In respiratory therapy, benchmarking is used to set standards for the process or quality improvement. Hospitals face many processes and quality challenges in this field, which include the misallocation of respiratory treatments. According to Kollef and Watts (2019), the Institute for Healthcare Improvement has developed a high-performance management system, which prescribes standards and responsibilities for the front-line workers. Such standards serve as benchmarks for individuals to achieve or surpass. Additionally, benchmark rates are used to help hospitals develop protocols and guidelines for improving respiratory therapy and to assess the challenges. The most important point to note is that benchmark levels are set to allow practitioners to improve their services. The quality indicators discussed by Chrusch and Martin (2016) include the presence of evidence of high-level benchmarks whereby the targets are set at levels higher than the median or average. In this case, it is apparent that the quality and process improvement is facilitated by setting higher standards than the prevailing industry levels.
An example of the application of benchmarks in respiratory care is the use of respiratory consult services. Chatburn et al. (2019) find that the lack of respiratory consult services results in higher misallocation rates as compared to the historical benchmarks. Their study examines the usefulness of consultation services in respiratory care, which supports the argument that benchmarking is used to determine guidelines and protocols used in practice. In this case, the misallocation of treatment is perceived to be a major problem, and the solution proposed is in the form of consultation. Additionally, the misallocation of treatment is both a process and quality challenge whose improvement also leads to better therapeutic results. Therefore, benchmarks set the levels of quality and process types to be used in respiratory therapy.
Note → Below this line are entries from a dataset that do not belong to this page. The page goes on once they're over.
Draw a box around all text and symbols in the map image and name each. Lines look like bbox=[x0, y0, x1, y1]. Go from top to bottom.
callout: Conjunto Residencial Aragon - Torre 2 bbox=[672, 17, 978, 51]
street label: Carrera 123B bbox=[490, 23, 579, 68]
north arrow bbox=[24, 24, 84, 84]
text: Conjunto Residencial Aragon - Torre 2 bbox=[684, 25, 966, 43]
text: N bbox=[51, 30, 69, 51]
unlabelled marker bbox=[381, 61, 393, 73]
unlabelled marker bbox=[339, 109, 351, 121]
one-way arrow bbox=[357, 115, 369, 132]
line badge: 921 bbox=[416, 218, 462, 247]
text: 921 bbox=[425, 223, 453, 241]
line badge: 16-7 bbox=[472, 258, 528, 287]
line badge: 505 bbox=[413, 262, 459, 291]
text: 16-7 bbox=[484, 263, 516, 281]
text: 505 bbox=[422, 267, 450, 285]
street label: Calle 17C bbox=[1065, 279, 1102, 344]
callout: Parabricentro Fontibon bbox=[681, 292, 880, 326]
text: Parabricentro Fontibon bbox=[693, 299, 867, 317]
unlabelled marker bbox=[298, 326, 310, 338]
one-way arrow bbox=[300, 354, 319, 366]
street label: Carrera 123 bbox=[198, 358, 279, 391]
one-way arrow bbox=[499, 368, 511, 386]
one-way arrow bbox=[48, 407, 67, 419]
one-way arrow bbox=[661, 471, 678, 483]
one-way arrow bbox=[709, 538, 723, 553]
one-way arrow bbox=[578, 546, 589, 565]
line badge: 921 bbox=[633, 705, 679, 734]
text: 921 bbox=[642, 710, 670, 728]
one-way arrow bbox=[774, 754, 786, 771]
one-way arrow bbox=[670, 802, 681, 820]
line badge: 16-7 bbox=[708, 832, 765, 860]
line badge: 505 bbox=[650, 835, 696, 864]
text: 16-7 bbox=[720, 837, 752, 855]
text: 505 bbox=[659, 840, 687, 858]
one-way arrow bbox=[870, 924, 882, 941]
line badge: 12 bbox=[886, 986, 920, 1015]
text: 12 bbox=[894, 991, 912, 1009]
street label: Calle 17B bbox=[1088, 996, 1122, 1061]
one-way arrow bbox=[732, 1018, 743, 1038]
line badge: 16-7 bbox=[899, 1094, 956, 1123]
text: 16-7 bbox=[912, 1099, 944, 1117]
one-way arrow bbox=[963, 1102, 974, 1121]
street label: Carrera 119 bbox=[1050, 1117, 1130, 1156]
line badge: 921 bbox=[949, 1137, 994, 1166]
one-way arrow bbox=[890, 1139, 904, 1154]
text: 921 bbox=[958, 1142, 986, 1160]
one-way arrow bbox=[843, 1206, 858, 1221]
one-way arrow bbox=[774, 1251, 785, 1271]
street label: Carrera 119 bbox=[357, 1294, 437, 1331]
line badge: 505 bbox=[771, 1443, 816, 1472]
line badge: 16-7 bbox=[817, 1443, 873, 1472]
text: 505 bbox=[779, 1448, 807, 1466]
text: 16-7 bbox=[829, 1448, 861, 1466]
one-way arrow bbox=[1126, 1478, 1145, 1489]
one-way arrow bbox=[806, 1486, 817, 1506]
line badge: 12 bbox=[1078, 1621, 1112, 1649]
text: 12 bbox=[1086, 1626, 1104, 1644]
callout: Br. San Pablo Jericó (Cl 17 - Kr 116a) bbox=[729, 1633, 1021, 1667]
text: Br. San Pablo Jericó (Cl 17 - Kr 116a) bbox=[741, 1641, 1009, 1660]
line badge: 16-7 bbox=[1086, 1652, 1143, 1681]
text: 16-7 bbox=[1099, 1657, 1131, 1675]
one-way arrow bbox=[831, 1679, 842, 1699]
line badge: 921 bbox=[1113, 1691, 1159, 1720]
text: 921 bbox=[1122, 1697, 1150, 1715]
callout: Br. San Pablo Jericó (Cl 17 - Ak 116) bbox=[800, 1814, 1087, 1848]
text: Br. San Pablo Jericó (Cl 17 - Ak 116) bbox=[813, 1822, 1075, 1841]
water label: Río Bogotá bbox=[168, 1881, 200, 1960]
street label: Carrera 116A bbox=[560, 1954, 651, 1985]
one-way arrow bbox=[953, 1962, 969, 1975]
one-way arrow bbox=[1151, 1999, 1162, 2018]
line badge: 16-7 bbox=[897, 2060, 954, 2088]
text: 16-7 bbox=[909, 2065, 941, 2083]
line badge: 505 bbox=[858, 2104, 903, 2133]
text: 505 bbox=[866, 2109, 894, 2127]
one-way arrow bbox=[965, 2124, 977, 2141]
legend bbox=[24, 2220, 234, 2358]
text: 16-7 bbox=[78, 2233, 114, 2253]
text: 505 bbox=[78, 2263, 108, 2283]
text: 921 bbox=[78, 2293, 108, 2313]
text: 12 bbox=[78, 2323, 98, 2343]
Chatburn, R., Demchuk, A., & Stoller, J. (2019). Reassessing a respiratory therapy consult service after 20 years. Respiratory Care, 64(8), 875-882.
Chrusch, C., & Martin, C. (2016). Quality improvement in critical care: Selection and development of quality indicators. Canadian Respiratory Journal, 2016(2), 1-11.
Kollef, M., & Watts, P. (2019). Moving the practice of respiratory therapy forward. Respiratory care, 64(8), 104-106.